Humidity: Humidity is doubly important for pet bugs. Roaches like to drink water and they need a bit of environmental humidity in their habitat when the time comes for them to shed their skin. Luckily, roaches have fewer problems molting than most other bugs. However, larger species of Blaberus do need vertical surfaces with a bit of texture to them as they molt into maturity. Otherwise, their wings will not dry properly, resulting in a wrinkled appearance. Water is offered to roaches in two common methods. A small, shallow water dish is preferred. A deep water dish may result in drown bugs. The addition of a few pebbles will help prevent drowning. If you don't want to spend the couple bucks for a nice looking water dish, any upside-down lid will do.
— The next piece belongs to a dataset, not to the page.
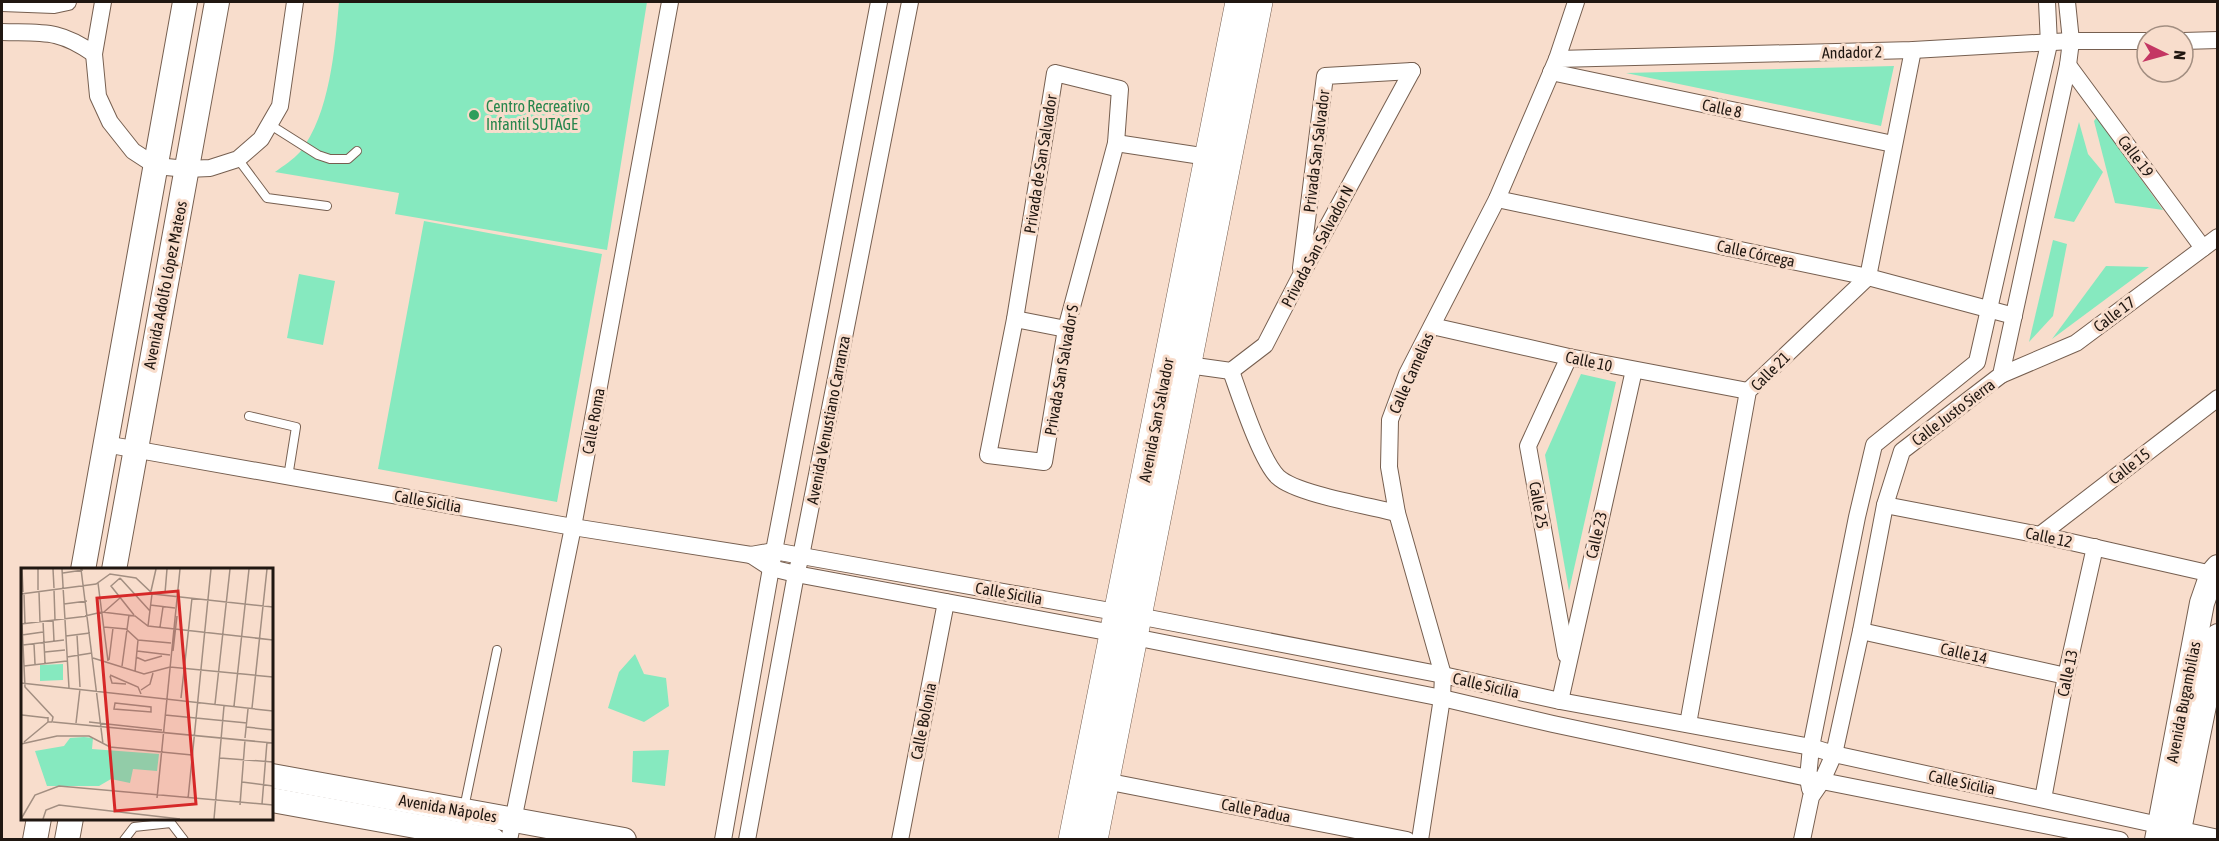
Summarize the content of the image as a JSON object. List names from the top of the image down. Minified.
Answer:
{"streets":{"main road":["Avenida Adolfo López Mateos","Avenida San Salvador","Avenida Bugambilias","Avenida Nápoles"],"street":["Andador 2","Calle 8","Privada San Salvador","Calle 19","Privada de San Salvador","Privada San Salvador N","Calle Córcega","Calle 17","Calle 10","Privada San Salvador S","Calle 21","Calle Camelias","Calle Justo Sierra","Avenida Venustiano Carranza","Calle Roma","Calle 15","Calle Sicilia","Calle 25","Calle 23","Calle 12","Calle 14","Calle 13","Calle Bolonia","Calle Padua"]},"crossings":[["Andador 2","Calle 8"],["Andador 2","Calle Camelias"],["Andador 2","Calle Justo Sierra"],["Calle 8","Calle Camelias"],["Privada San Salvador","Privada San Salvador N"],["Calle 19","Calle 17"],["Calle 19","Calle Justo Sierra"],["Privada de San Salvador","Privada San Salvador S"],["Calle Córcega","Calle 21"],["Calle Córcega","Calle Camelias"],["Calle Córcega","Calle Justo Sierra"],["Avenida Adolfo López Mateos","Calle Sicilia"],["Calle 17","Calle Justo Sierra"],["Calle 10","Calle 21"],["Calle 10","Calle Camelias"],["Calle 10","Calle 25"],["Calle 10","Calle 23"],["Calle 21","Calle Sicilia"],["Calle Camelias","Calle Sicilia"],["Calle Justo Sierra","Calle Sicilia"],["Calle Justo Sierra","Calle 12"],["Calle Justo Sierra","Calle 14"],["Avenida Venustiano Carranza","Calle Sicilia"],["Avenida San Salvador","Calle Sicilia"],["Avenida San Salvador","Calle Padua"],["Calle Roma","Calle Sicilia"],["Calle Roma","Avenida Nápoles"],["Calle 15","Calle 12"],["Calle Sicilia","Calle 23"],["Calle Sicilia","Calle 13"],["Calle Sicilia","Avenida Bugambilias"],["Calle Sicilia","Calle Bolonia"],["Calle 25","Calle 23"],["Calle 12","Calle 13"],["Calle 12","Avenida Bugambilias"],["Calle 14","Calle 13"]],"places":["Centro Recreativo Infantil SUTAGE"],"north":"right"}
Alternatively, you can just pour water into one corner of the cage every few days. The substrate will absorb most of it, but your roaches will still be able to drink from it and benefit from the humidity that it helps their habitat to maintain.


Room temperature is just find for raising all pet roach species, whether nymphs or adults. However, adults of many species require temperatures above 80 degrees to reproduce. Madagascar Hissing Cockroaches, for example, will usually not reproduce below 75-80 degrees Fahrenheit. As with most bugs, warmer temperatures and a good food supply mean faster growth. Cold temperatures lower metabolism and the roaches will grow much more slowly.


One of the really great conveniences about keeping roaches as pets is how easy they are to feed. Roaches are omnivores, so they eat pretty much anything and everything. Everything from fruits and vegetables to grains are breads are eaten. Dried pet food is offered by many hobbyists and some species actually require this protein component for healthy growth and reproduction. One of the fun parts about keeping roaches is that you can experiment with offering them leftovers from your dinner table. Some people even keep roaches exclusively to reduce the amount of garbage that would otherwise end up in a landfill! Roaches can definitely compost your leftover dinner scraps. I'd recommend against offering them meat scraps, just because of the potential bacterial growth that might occur.


Some species of roaches are live-bearing (live birth to nymphs) and some lay oothecae (egg cases that later hatch). In either case, a minimum of 75 degrees F and even ten degrees warmer are recommended for many species.